**Required action:** Across the entries below, tally every line that holds the word "highway". Give only the tally.

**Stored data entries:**
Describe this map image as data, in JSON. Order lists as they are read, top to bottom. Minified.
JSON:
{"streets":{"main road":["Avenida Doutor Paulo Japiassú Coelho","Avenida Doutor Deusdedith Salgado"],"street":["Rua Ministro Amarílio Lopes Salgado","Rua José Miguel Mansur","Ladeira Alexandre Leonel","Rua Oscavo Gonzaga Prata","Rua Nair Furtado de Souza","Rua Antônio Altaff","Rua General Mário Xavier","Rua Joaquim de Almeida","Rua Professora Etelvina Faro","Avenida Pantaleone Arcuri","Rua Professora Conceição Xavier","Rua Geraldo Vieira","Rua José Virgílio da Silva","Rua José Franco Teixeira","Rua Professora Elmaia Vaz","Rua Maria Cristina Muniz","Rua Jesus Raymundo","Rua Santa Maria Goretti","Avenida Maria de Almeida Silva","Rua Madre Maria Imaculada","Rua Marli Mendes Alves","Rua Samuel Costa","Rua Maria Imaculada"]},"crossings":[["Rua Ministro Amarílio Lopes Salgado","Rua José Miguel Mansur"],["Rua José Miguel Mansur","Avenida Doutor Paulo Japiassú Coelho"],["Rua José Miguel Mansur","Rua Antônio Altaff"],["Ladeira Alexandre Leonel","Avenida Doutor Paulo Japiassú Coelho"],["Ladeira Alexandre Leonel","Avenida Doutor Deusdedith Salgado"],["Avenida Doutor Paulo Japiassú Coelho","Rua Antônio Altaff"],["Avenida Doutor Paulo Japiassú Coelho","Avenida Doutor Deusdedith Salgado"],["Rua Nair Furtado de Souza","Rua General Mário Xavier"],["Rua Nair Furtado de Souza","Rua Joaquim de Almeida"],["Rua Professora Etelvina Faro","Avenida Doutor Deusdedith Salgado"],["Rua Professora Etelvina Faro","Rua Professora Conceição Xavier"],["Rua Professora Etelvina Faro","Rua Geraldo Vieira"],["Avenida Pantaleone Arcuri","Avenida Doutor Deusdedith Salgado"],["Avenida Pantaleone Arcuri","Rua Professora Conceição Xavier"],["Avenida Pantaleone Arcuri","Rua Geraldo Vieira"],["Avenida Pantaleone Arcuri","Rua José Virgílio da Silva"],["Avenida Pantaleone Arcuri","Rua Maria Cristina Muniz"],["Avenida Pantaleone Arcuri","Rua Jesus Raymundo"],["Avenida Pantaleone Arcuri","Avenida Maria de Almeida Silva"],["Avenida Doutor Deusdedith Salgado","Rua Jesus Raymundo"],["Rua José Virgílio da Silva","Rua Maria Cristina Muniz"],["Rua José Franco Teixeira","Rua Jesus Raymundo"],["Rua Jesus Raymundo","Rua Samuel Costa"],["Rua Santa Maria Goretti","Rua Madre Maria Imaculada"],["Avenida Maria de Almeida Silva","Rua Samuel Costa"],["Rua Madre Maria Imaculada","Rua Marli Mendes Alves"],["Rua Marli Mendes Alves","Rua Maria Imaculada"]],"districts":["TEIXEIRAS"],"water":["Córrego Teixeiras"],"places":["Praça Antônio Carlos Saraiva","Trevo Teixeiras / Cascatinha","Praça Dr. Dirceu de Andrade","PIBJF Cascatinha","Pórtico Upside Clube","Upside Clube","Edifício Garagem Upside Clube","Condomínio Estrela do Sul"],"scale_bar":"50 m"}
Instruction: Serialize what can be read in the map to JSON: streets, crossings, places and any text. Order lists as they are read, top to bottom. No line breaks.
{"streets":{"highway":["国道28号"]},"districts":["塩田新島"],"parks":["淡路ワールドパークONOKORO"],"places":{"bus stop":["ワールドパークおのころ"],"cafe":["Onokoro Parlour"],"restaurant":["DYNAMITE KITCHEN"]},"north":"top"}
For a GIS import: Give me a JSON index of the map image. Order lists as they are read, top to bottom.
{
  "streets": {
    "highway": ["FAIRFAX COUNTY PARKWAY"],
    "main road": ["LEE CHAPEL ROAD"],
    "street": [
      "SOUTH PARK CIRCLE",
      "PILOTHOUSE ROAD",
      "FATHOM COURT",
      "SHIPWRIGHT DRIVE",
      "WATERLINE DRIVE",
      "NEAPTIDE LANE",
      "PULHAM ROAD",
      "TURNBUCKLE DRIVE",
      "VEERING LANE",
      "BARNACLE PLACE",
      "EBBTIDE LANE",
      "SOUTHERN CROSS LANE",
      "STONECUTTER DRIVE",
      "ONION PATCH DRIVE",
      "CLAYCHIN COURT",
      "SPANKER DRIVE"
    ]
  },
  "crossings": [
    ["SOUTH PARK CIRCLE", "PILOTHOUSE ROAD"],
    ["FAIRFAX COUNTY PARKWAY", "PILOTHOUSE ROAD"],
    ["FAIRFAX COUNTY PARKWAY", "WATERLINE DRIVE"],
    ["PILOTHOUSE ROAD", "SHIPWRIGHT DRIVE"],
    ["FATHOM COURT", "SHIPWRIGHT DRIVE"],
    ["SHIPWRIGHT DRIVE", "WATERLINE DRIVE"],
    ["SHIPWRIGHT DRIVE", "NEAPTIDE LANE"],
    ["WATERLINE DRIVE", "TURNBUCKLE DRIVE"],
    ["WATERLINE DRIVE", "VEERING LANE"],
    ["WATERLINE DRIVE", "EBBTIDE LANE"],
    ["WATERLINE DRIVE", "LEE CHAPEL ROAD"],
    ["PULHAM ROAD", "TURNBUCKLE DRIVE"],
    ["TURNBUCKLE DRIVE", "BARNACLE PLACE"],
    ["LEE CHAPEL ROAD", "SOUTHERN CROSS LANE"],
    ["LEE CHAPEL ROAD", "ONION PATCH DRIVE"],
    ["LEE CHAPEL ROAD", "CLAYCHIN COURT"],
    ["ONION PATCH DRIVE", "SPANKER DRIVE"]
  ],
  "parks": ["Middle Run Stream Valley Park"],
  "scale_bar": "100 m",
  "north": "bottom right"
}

**Response:** 2